Right-wing provocateur Steve Bannon is going full-steam ahead with a plan to turn his criminal case into a one-man reconnaissance mission involving the White House, the Justice Department, and the Jan. 6 Committee, where he hopes to find anything that’ll smear Democrats who’ve come after him.
Earlier this month, The Daily Beast laid out Bannon’s strategy to find any evidence that this is merely a political prosecution, or—as some have commented—generate enough suspicion to besmirch the whole thing.
The DOJ cast the strategy as an underhanded ploy to harm the Jan. 6 Committee’s ongoing investigation into the causes of the insurrection by exposing its inner workings and witnesses who’ve secretly cooperated, and the gambit seemed to be stymied when the federal judge overseeing the case issued a protective order on Dec. 10 limiting what kinds of documents Bannon could make public.
Not so fast.
Bannon’s team is interpreting the judge’s order as a green light to dig into the Biden administration and expose what they find, according to a person familiar with Bannon’s case.
“Was this a politically motivated prosecution? The communications will show that… we’re going to ask for specific documents,” said the source, who spoke to The Daily Beast on condition of anonymity. “The judge will allow us behind the curtain.”
The legal team plans to publicly file damning documents they get, the source said. What would be a cut-and-dry misdemeanor case could become an unwelcome peek into the Biden administration.
“We’re not completely restricted,” the source said.
Jared Carter, a professor at Vermont Law School who reviewed the judge’s order on The Daily Beast’s behalf, said “it does create a place” for Bannon to start filing acquired documents in court and turn his prosecution into an all-out assault on those coming after him.
“Clearly their strategy is: The best defense is a good offense. And what we're seeing is the defense team trying to employ that strategy, trying to put the government and Biden administration on its heels,” Carter said. “That can be a very effective strategy.”
Bannon’s game plan falls right in line with the comments he made on Nov. 15, the day he turned himself into the FBI and appeared in court.
“We're taking down the Biden regime,” he said on his way into the FBI’s Washington field office.
And on his way out of court a few hours later: “We’re gonna go on the offense. We’re tired of playing defense.”
Bannon’s claim that this is a political prosecution relies, in part, on remarks President Joe Biden made shortly after Marine One landed on the White House south lawn.
When asked about Bannon and other witnesses who defied congressional subpoenas to testify, he said, “I hope that the committee goes after them and holds them accountable criminally.” When asked if the Justice Department should prosecute them, the president agreed.
Here’s how Bannon tried to frame it back on that day in November: “Joe Biden ordered Merrick Garland to prosecute me from the White House lawn when he got off Marine One.”
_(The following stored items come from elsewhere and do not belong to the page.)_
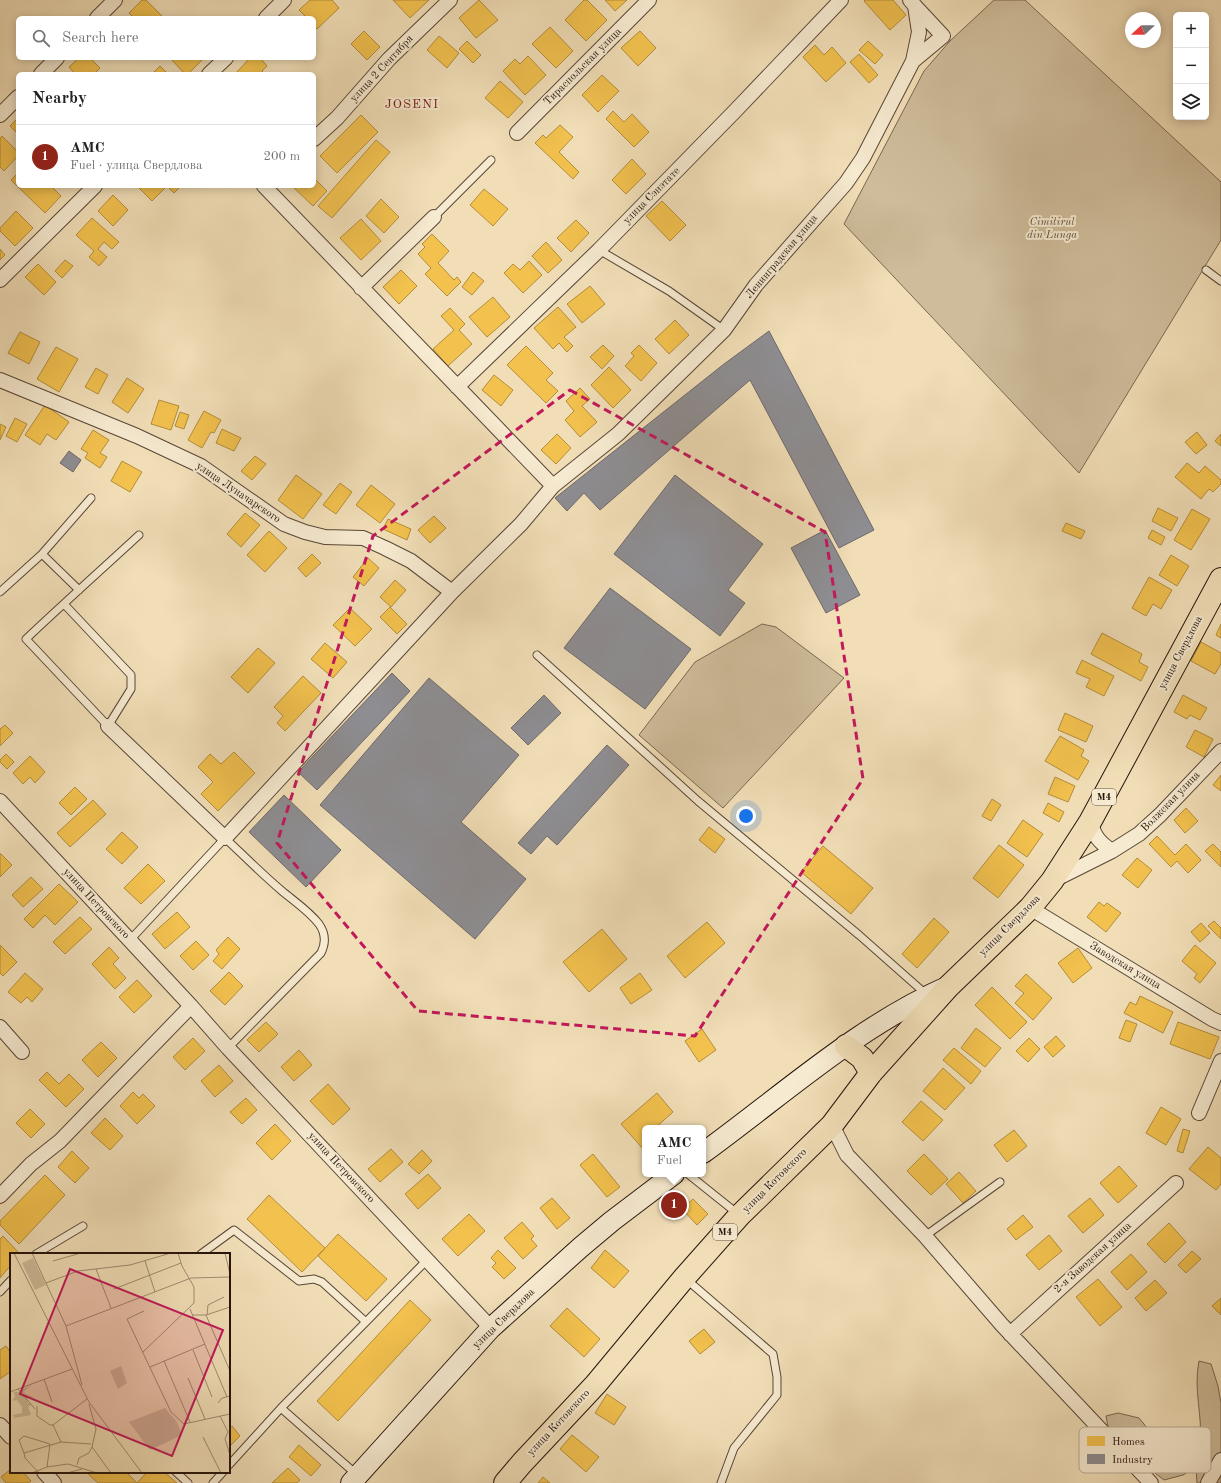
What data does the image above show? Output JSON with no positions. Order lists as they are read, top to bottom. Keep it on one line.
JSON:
{"streets":{"highway":["улица Свердлова","M4","улица Котовского"],"street":["Тираспольская улица","улица 2 Сентября","улица Сэнэтате","Ленинградская улица","улица Луначарского","Волжская улица","улица Петровского","Заводская улица","2-я Заводская улица"]},"crossings":[["улица Свердлова","Волжская улица"],["улица Свердлова","улица Петровского"],["улица Свердлова","Заводская улица"],["улица Свердлова","улица Котовского"]],"districts":["JOSENI"],"parks":["Cimitirul din Lunga"],"legend":["Homes","Industry"],"north":"left","page":{"map_buttons":["+","−"],"search":"Search here","heading":"Nearby","list":[{"mark":"1","name":"AMC","note":"Fuel · улица Свердлова","value":"200 m"}],"popup":["AMC","Fuel"],"pins":"1"}}
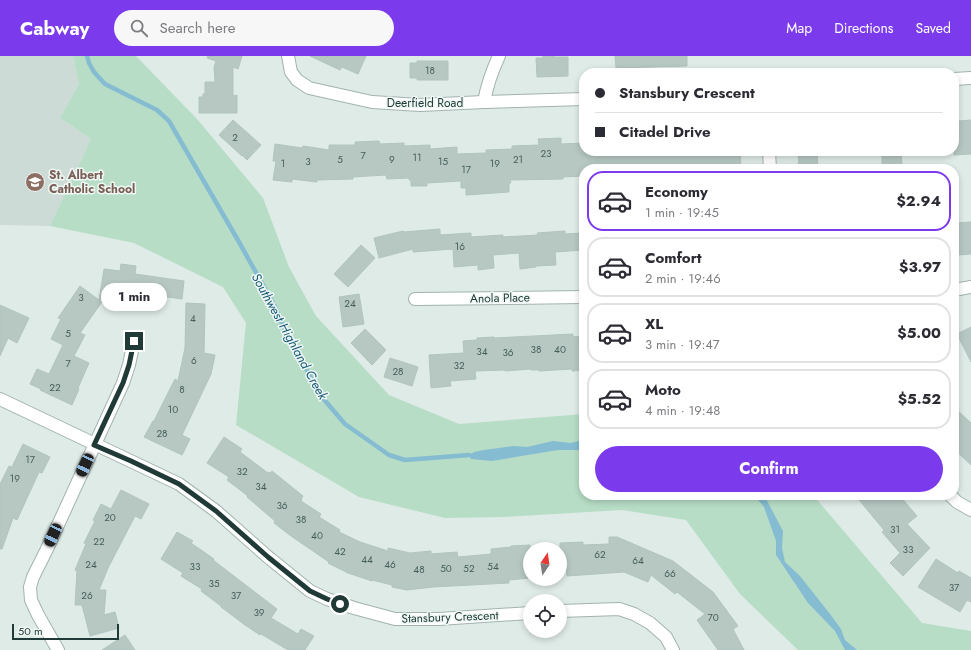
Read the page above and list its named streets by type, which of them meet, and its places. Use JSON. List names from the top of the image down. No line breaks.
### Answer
{"streets":{"street":["Deerfield Road","Anola Place","Stansbury Crescent"]},"water":["Southwest Highland Creek"],"places":{"school or university":["St. Albert Catholic School"]},"house_numbers":["18","2","23","7","11","5","9","21","3","15","1","19","17","16","3","24","4","5","38","40","34","36","6","7","32","28","22","8","10","28","17","32","19","34","36","20","38","31","40","22","33","42","62","44","64","24","46","33","54","50","52","48","66","35","37","26","37","39","70"],"scale_bar":"50 m","north":"top","page":{"header":"Cabway","search":"Search here","nav":["Map","Directions","Saved"],"banner":["Stansbury Crescent","Citadel Drive"],"list":[{"name":"Economy","note":"1 min · 19:45","value":"$2.94"},{"name":"Comfort","note":"2 min · 19:46","value":"$3.97"},{"name":"XL","note":"3 min · 19:47","value":"$5.00"},{"name":"Moto","note":"4 min · 19:48","value":"$5.52"}],"bubble":"1 min","buttons":"Confirm","scale":"50 m"}}
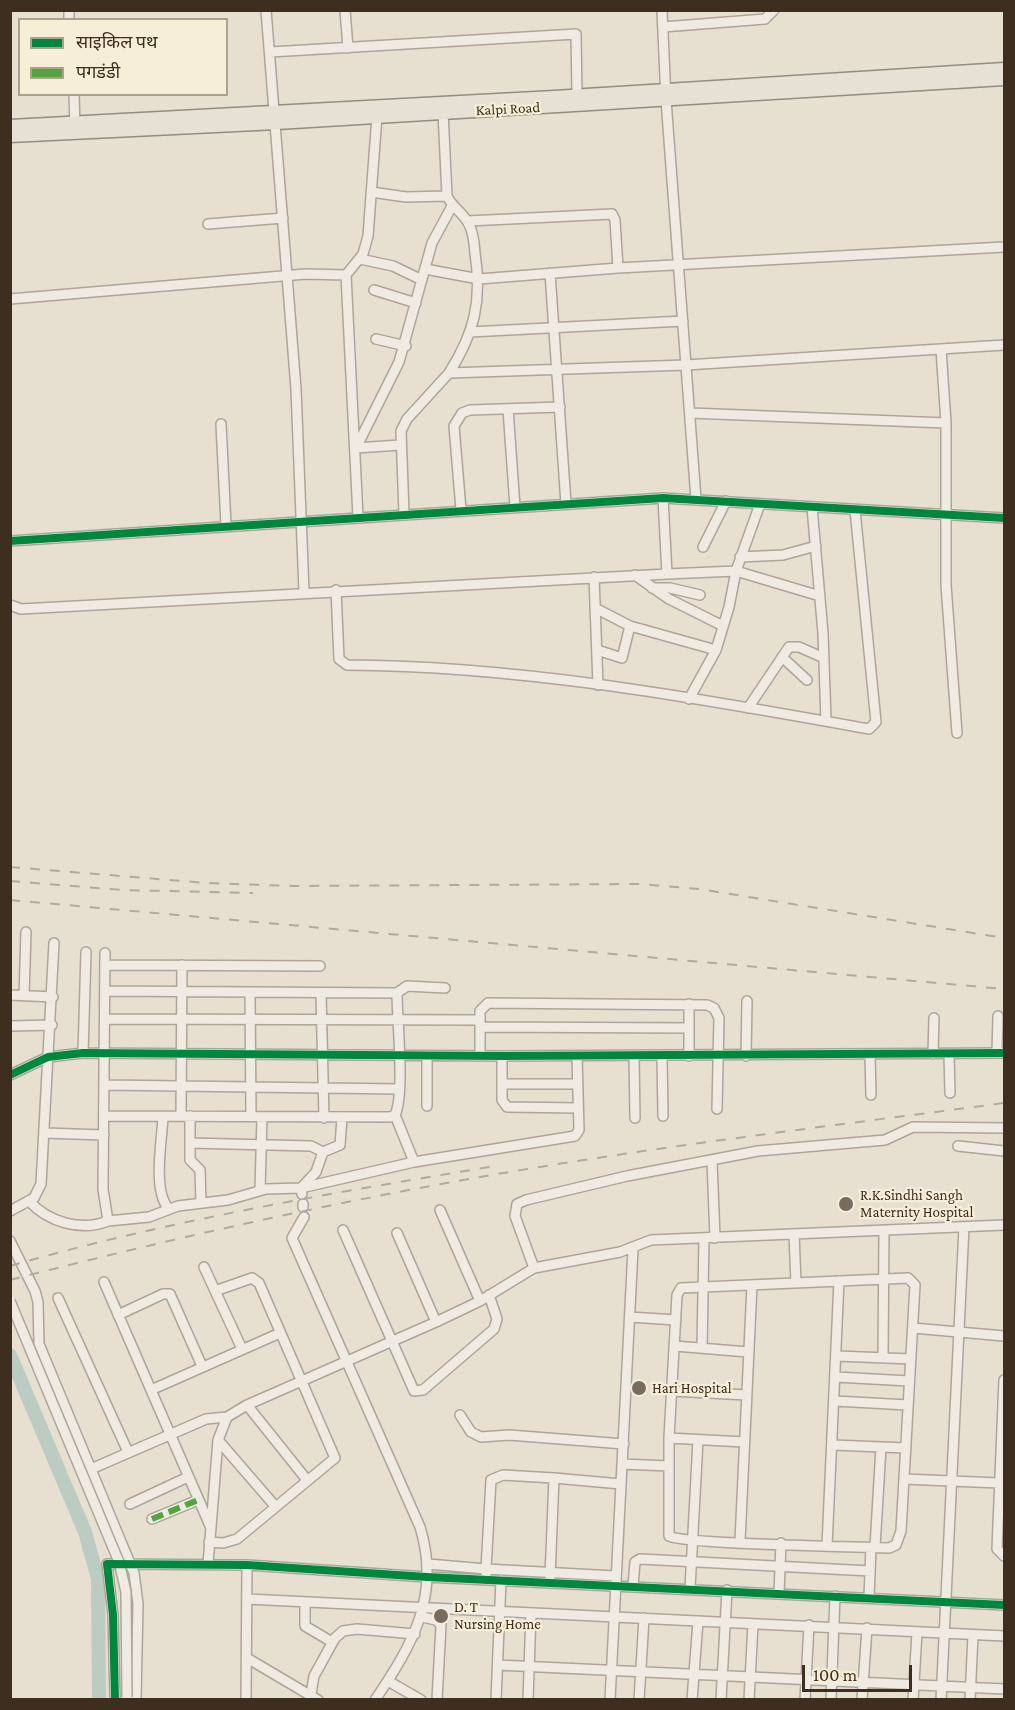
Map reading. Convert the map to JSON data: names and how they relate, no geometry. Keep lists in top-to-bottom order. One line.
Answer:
{"streets":{"main road":["Kalpi Road"]},"places":["R.K.Sindhi Sangh Maternity Hospital","Hari Hospital","D. T Nursing Home"],"legend":["साइकिल पथ","पगडंडी"],"scale_bar":"100 m"}
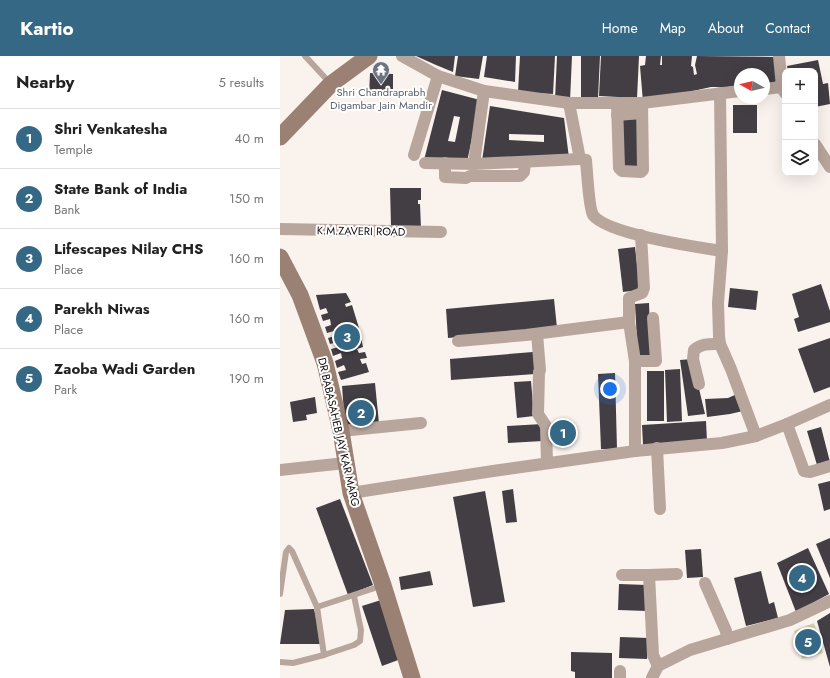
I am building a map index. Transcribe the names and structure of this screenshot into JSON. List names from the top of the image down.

That’s a hefty accusation with no real evidence to back it up. But Trump’s former White House adviser plans to demand memos and internal communications at the White House, Justice Department, and Jan. 6 Committee to prove it.
The point is to show that this entire prosecution was poisoned from the start.
Bannon’s team is now mounting a defense to show that the Justice Department is engaging in “selective prosecution,” which legal scholars call a longshot strategy of proving that law enforcement discriminated against Bannon by singling him out.
But this isn’t like the time the Drug Enforcement Administration was caught making 179 arrests over a decade in New York without a single white defendant. Legal scholars said Bannon isn’t being singled out because of his race or gender, so he doesn’t fit into what’s considered a protected class.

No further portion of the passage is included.